Overview#
As an organisation's intelligence platform matures, the number of data connections grows. OSINT providers, financial data feeds, sanctions lists, threat intelligence platforms, each one needs to be registered, categorised, and kept current as APIs evolve and providers retire old versions. The Datasource domain provides the ecosystem management layer that keeps all of that organised: provider registration, capability declarations, status tracking, and a central catalog that gives every team a consistent view of what is available.
Key Features#
- Datasource definition and provider registration.
- Data source ecosystem organisation and categorisation.
- Provider lifecycle management with status tracking.
- Centralised datasource discovery and catalog browsing.
- Organisation-scoped datasource management.
- Provider capability declarations.
- Integration with OSINT and external data providers.
- Datasource metadata management and versioning.
Use Cases#
Platform administrators organise and categorise the organisation's full data source ecosystem, giving analysts a browsable catalog rather than requiring them to know in advance which providers are available for different data types.
Integration teams register new data providers with structured capability declarations, ensuring that routing logic can direct the right query types to the right sources based on declared capabilities rather than manual configuration.
Data engineers browse the datasource catalog to understand which integrations already exist before commissioning new connector development, avoiding duplication across the platform's growing provider library.
Operations teams manage datasource lifecycle from registration through retirement, maintaining versioned metadata that tracks which provider versions are current and which are approaching end-of-life.
Integration#
Integrates with data source catalog, OSINT providers, and external data management domains for unified datasource lifecycle management.
Open Standards#
- GraphQL (June 2018 specification): all datasource domain queries, mutations, and health or analytics operations are exposed exclusively via a GraphQL API, with typed schemas defined for every subdomain including catalog, mapping, correlation, and enrichment.
- OAuth 2.0 (RFC 6749): the generic REST connector supports the OAuth 2.0 client credentials flow to authenticate against external data providers, with cached token management and Bearer token injection into outbound requests.
- OASIS STIX 2.1: connectors registered in the catalog must declare an open-standard output contract; STIX 2.1 is the primary supported standard, ensuring threat intelligence data emitted by connectors conforms to the structured threat information expression format.
- CVE / CVSS / CPE (NIST NVD): the NVD connector fetches, normalises, and stores Common Vulnerabilities and Exposures records including Common Vulnerability Scoring System scores and Common Platform Enumeration identifiers, enabling vulnerability data to be catalogued alongside other intelligence sources.

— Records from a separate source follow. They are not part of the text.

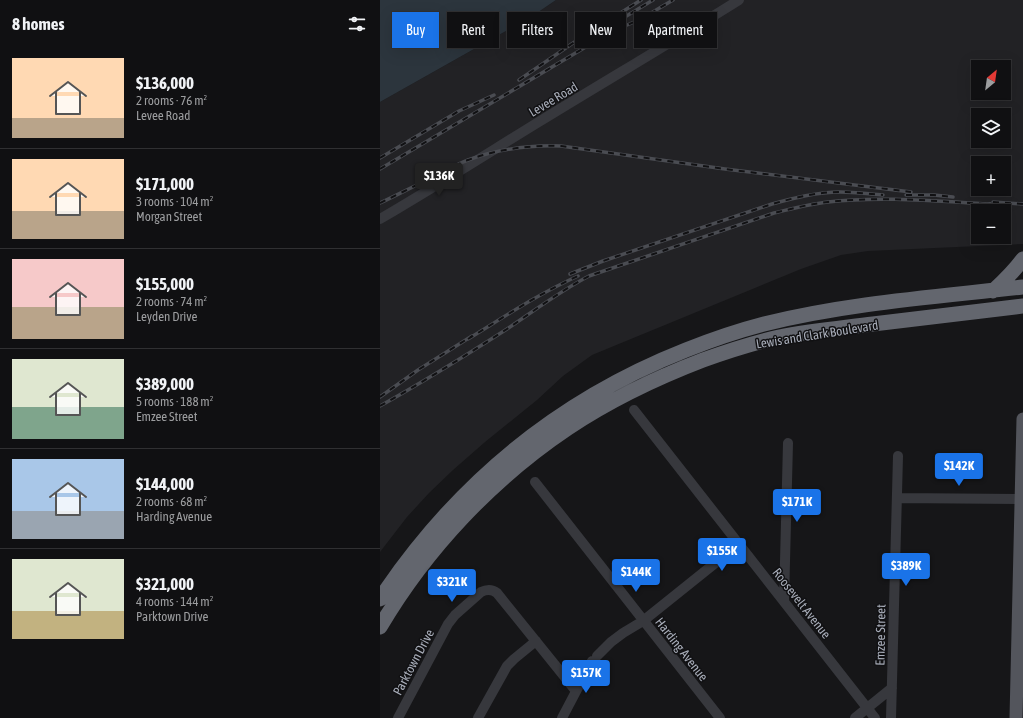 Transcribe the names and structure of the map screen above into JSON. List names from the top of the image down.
{
  "streets": {
    "highway": ["Lewis and Clark Boulevard"],
    "street": [
      "Levee Road",
      "Roosevelt Avenue",
      "Emzee Street",
      "Harding Avenue",
      "Parktown Drive"
    ]
  },
  "north": "top right",
  "page": {
    "heading": "8 homes",
    "chip": [
      "Buy",
      "Rent",
      "Filters",
      "New",
      "Apartment"
    ],
    "list": [
      {
        "name": "$136,000",
        "note": "2 rooms · 76 m² · Levee Road"
      },
      {
        "name": "$171,000",
        "note": "3 rooms · 104 m² · Morgan Street"
      },
      {
        "name": "$155,000",
        "note": "2 rooms · 74 m² · Leyden Drive"
      },
      {
        "name": "$389,000",
        "note": "5 rooms · 188 m² · Emzee Street"
      },
      {
        "name": "$144,000",
        "note": "2 rooms · 68 m² · Harding Avenue"
      },
      {
        "name": "$321,000",
        "note": "4 rooms · 144 m² · Parktown Drive"
      }
    ],
    "map_buttons": ["+", "−"],
    "price": [
      "$136K",
      "$142K",
      "$171K",
      "$155K",
      "$389K",
      "$144K",
      "$321K",
      "$157K"
    ]
  }
} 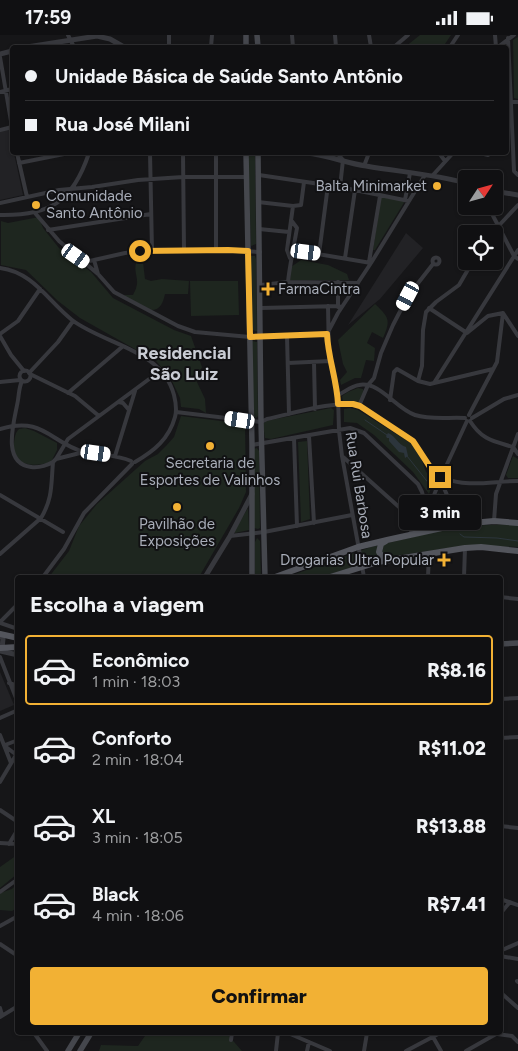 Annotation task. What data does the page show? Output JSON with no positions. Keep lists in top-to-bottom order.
{
  "streets": {
    "street": ["Rua Rui Barbosa"]
  },
  "districts": ["Residencial São Luiz"],
  "places": {
    "other": [
      "Balta Minimarket",
      "Comunidade Santo Antônio",
      "Secretaria de Esportes de Valinhos",
      "Pavilhão de Exposições"
    ],
    "health": ["FarmaCintra", "Drogarias Ultra Popular"]
  },
  "north": "top right",
  "page": {
    "status": "17:59",
    "banner": ["Unidade Básica de Saúde Santo Antônio", "Rua José Milani"],
    "bubble": "3 min",
    "heading": "Escolha a viagem",
    "list": [
      {
        "name": "Econômico",
        "note": "1 min · 18:03",
        "value": "R$8.16"
      },
      {
        "name": "Conforto",
        "note": "2 min · 18:04",
        "value": "R$11.02"
      },
      {
        "name": "XL",
        "note": "3 min · 18:05",
        "value": "R$13.88"
      },
      {
        "name": "Black",
        "note": "4 min · 18:06",
        "value": "R$7.41"
      }
    ],
    "buttons": "Confirmar"
  }
}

- Web Linking (RFC 5988): the generic REST connector parses HTTP
Linkheaders to handle cursor-based and page-based pagination when ingesting data from external REST APIs that implement the RFC 5988 link relation model. - OpenAPI 3.0: at least one provider connector (FlexManager V8) is integrated via its OpenAPI 3.0.3 contract, and the catalog's REST fallback API is described using the same specification to ensure interoperability with standard HTTP clients.
- ISO 8601: date and datetime values are formatted and parsed in ISO 8601 format throughout the connector layer, including NVD date-range parameters and FlexManager epoch-to-ISO conversion utilities.
- OASIS Common Alerting Protocol (CAP) 1.2: registered alongside STIX 2.1 and NIEM as a recognised output-contract standard in the connector registry, allowing datasources that emit emergency or alerting data to declare CAP conformance as their primary schema contract.